Bandit Training Loop
Now, let’s train our bandit by simulating interactions for several rounds:
[6]:
n_rounds = 500
history = []
for t in range(n_rounds):
# Sample random quantities to be evaluated for each action
# In a real-world scenario, these might be potential price points to test
# Predict best action (n_samples=1)
pred_actions, probs = smab.predict(n_samples=1)
chosen_action = pred_actions[0][0]
chosen_quantity = pred_actions[0][1][0]
# Observe reward
reward = reward_function(chosen_action, chosen_quantity)
# Update bandit
smab.update(actions=[chosen_action], rewards=[reward], quantities=[chosen_quantity])
# Store history
history.append((t, chosen_action, chosen_quantity, reward))
Analyze Results
Let’s visualize the bandit’s learning process and choices over time:
[7]:
# Extract data from history
rounds = [h[0] for h in history]
actions_hist = [h[1] for h in history]
quantities_hist = [h[2] for h in history]
rewards_hist = [h[3] for h in history]
# Create a scatter plot of chosen quantities over time
plt.figure(figsize=(12, 6))
colors = {"action_1": "blue", "action_2": "red"}
for action in np.unique(actions_hist):
mask = [a == action for a in actions_hist]
plt.scatter(
[rounds[i] for i in range(len(mask)) if mask[i]],
[quantities_hist[i] for i in range(len(mask)) if mask[i]],
c=[rewards_hist[i] for i in range(len(mask)) if mask[i]],
cmap="coolwarm",
alpha=0.7,
label=action,
)
plt.xlabel("Round")
plt.ylabel("Quantitative Parameter")
plt.title("Bandit Choices Over Time")
plt.legend()
plt.colorbar(label="Reward")
plt.grid(True)
plt.show()

Let’s look at the distribution of choices in the last 100 rounds, when the bandit has had time to learn:
[8]:
# Analyze the last 100 rounds
last_100_actions = actions_hist[-100:]
last_100_quantities = quantities_hist[-100:]
plt.figure(figsize=(10, 6))
# Plot histogram of quantitative parameters for each action
for action in np.unique(actions_hist):
action_quantities = [last_100_quantities[i] for i in range(100) if last_100_actions[i] == action]
if action_quantities:
plt.hist(action_quantities, bins=20, alpha=0.5, label=action)
plt.xlabel("Quantitative Parameter")
plt.ylabel("Frequency")
plt.title("Distribution of Chosen Parameters (Last 100 Rounds)")
plt.legend()
plt.grid(True)
plt.show()

Reward Performance Over Time
Let’s analyze how the reward performance improves as the bandit learns:
[9]:
# Calculate cumulative average reward
cumulative_reward = np.cumsum(rewards_hist)
cumulative_avg_reward = [cumulative_reward[i] / (i + 1) for i in range(len(cumulative_reward))]
# Calculate moving average with window=20
window_size = 20
moving_avg = [np.mean(rewards_hist[max(0, i - window_size) : i + 1]) for i in range(len(rewards_hist))]
plt.figure(figsize=(12, 6))
plt.plot(cumulative_avg_reward, label="Cumulative Average Reward")
plt.plot(moving_avg, label=f"Moving Average (window={window_size})")
plt.xlabel("Round")
plt.ylabel("Average Reward")
plt.title("Reward Performance Over Time")
plt.legend()
plt.grid(True)
plt.show()

Conclusion
The Zooming model with sMAB allows efficient exploration and exploitation of continuous action parameters.
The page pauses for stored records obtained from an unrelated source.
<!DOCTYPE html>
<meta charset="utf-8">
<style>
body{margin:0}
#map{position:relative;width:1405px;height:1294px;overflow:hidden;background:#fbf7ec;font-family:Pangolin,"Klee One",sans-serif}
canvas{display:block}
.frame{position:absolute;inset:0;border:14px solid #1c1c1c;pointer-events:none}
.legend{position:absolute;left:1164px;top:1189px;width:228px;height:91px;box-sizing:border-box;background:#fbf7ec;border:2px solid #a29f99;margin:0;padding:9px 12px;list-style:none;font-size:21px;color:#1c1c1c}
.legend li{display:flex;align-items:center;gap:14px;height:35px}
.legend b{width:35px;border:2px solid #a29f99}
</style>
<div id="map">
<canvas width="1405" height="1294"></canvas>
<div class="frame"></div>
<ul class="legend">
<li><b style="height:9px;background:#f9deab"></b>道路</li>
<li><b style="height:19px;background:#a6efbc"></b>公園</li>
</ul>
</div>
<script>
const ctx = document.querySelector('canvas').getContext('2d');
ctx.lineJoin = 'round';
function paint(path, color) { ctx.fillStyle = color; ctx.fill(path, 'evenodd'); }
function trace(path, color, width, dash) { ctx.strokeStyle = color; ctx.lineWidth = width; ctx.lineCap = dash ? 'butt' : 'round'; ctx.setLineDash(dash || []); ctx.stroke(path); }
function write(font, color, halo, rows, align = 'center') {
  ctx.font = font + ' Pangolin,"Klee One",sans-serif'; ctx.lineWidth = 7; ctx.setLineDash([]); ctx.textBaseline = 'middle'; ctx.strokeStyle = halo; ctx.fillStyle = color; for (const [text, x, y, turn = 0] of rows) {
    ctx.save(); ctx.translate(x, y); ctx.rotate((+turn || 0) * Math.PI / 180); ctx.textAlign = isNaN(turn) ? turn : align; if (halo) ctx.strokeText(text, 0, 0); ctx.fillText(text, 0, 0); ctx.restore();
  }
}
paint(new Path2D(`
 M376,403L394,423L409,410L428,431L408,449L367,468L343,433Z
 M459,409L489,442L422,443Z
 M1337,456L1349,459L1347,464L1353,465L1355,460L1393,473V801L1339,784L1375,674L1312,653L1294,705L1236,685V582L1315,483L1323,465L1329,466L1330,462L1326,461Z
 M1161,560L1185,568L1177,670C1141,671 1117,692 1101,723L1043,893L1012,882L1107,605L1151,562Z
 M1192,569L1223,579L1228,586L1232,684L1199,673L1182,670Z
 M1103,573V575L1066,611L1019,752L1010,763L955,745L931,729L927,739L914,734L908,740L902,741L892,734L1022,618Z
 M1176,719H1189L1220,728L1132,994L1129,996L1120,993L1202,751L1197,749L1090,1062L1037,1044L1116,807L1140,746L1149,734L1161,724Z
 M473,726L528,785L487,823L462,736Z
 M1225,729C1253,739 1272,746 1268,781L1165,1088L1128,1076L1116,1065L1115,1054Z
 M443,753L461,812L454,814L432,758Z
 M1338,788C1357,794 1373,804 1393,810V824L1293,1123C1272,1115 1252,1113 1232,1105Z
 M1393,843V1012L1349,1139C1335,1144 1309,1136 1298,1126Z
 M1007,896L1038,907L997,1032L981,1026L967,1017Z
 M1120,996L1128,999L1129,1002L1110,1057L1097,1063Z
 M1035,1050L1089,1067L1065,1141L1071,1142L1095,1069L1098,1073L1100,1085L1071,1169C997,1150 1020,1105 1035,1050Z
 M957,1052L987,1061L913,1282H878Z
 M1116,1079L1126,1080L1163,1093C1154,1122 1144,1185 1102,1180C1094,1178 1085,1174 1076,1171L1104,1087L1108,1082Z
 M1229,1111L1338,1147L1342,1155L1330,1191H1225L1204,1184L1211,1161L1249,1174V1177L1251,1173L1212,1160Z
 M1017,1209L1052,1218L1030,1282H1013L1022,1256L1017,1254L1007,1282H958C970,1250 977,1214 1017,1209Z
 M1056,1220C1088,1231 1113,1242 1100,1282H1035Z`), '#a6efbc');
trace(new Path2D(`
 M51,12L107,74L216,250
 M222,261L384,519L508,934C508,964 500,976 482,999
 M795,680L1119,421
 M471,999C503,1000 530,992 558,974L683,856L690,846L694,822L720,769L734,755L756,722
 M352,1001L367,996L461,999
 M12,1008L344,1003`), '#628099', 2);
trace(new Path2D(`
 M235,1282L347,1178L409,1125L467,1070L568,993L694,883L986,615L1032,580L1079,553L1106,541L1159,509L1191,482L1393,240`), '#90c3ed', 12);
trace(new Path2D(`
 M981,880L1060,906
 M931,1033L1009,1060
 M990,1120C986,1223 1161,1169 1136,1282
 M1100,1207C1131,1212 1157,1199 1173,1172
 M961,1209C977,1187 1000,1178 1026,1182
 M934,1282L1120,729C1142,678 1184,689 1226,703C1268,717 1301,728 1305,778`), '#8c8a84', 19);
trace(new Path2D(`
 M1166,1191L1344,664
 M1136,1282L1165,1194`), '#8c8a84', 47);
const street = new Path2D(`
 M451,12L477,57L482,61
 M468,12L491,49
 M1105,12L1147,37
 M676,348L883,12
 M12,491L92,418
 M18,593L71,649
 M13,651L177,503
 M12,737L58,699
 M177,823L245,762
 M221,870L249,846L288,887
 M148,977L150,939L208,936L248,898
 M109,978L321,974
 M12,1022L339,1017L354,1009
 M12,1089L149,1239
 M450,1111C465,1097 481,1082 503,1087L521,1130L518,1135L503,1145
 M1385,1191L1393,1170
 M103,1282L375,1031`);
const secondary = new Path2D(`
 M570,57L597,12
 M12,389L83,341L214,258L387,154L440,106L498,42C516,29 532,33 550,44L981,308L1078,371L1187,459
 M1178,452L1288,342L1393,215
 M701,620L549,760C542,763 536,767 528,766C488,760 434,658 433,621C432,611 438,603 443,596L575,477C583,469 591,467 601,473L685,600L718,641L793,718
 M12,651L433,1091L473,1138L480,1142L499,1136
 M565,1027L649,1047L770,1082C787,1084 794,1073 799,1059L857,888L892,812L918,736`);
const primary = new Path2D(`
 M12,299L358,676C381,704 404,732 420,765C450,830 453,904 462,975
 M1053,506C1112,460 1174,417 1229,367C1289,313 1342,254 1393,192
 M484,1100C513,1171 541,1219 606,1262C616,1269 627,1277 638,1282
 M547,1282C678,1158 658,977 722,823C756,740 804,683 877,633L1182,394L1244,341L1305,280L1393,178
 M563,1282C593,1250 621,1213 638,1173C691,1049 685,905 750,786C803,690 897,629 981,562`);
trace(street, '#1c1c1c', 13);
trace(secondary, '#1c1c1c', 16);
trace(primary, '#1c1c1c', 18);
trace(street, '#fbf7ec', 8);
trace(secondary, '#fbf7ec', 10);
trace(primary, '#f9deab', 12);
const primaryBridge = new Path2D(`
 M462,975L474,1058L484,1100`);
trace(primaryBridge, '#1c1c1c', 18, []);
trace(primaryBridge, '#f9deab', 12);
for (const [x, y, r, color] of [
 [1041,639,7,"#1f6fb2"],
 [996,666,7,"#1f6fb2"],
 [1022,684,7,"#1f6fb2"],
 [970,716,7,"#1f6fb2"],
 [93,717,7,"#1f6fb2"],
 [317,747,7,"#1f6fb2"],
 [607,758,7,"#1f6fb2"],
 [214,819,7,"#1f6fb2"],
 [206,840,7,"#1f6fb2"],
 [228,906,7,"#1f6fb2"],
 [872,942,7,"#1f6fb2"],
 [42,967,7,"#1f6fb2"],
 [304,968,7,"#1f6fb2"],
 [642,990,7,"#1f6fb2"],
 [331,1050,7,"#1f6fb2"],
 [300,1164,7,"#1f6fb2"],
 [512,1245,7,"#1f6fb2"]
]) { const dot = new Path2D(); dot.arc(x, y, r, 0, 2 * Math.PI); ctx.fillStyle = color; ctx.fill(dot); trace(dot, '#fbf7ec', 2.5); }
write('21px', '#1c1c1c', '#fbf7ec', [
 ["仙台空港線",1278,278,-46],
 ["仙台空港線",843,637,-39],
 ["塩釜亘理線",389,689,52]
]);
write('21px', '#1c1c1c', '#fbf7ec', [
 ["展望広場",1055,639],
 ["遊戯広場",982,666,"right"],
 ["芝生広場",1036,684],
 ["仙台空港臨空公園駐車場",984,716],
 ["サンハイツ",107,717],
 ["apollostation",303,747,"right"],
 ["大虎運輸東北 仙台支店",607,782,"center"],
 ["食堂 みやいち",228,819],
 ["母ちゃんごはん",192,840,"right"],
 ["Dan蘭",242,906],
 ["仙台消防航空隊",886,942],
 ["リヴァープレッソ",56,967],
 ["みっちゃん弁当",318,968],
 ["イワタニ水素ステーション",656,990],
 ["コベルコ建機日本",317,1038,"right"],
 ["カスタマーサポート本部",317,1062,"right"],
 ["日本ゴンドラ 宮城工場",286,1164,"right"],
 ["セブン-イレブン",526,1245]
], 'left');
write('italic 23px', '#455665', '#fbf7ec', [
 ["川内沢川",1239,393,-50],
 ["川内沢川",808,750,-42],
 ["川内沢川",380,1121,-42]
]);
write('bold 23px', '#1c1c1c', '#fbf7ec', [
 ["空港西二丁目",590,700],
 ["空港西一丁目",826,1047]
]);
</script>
It adaptively refines the segmentation of the parameter space, concentrating more segments in high-reward regions for finer discretization.
This approach is particularly useful when:
Actions have continuous parameters that affect rewards
The reward function is unknown and needs to be learned
The optimal parameter values may vary across different actions
Real-world applications include pricing optimization, dose finding in medicine, or any scenario involving continuous parameter tuning.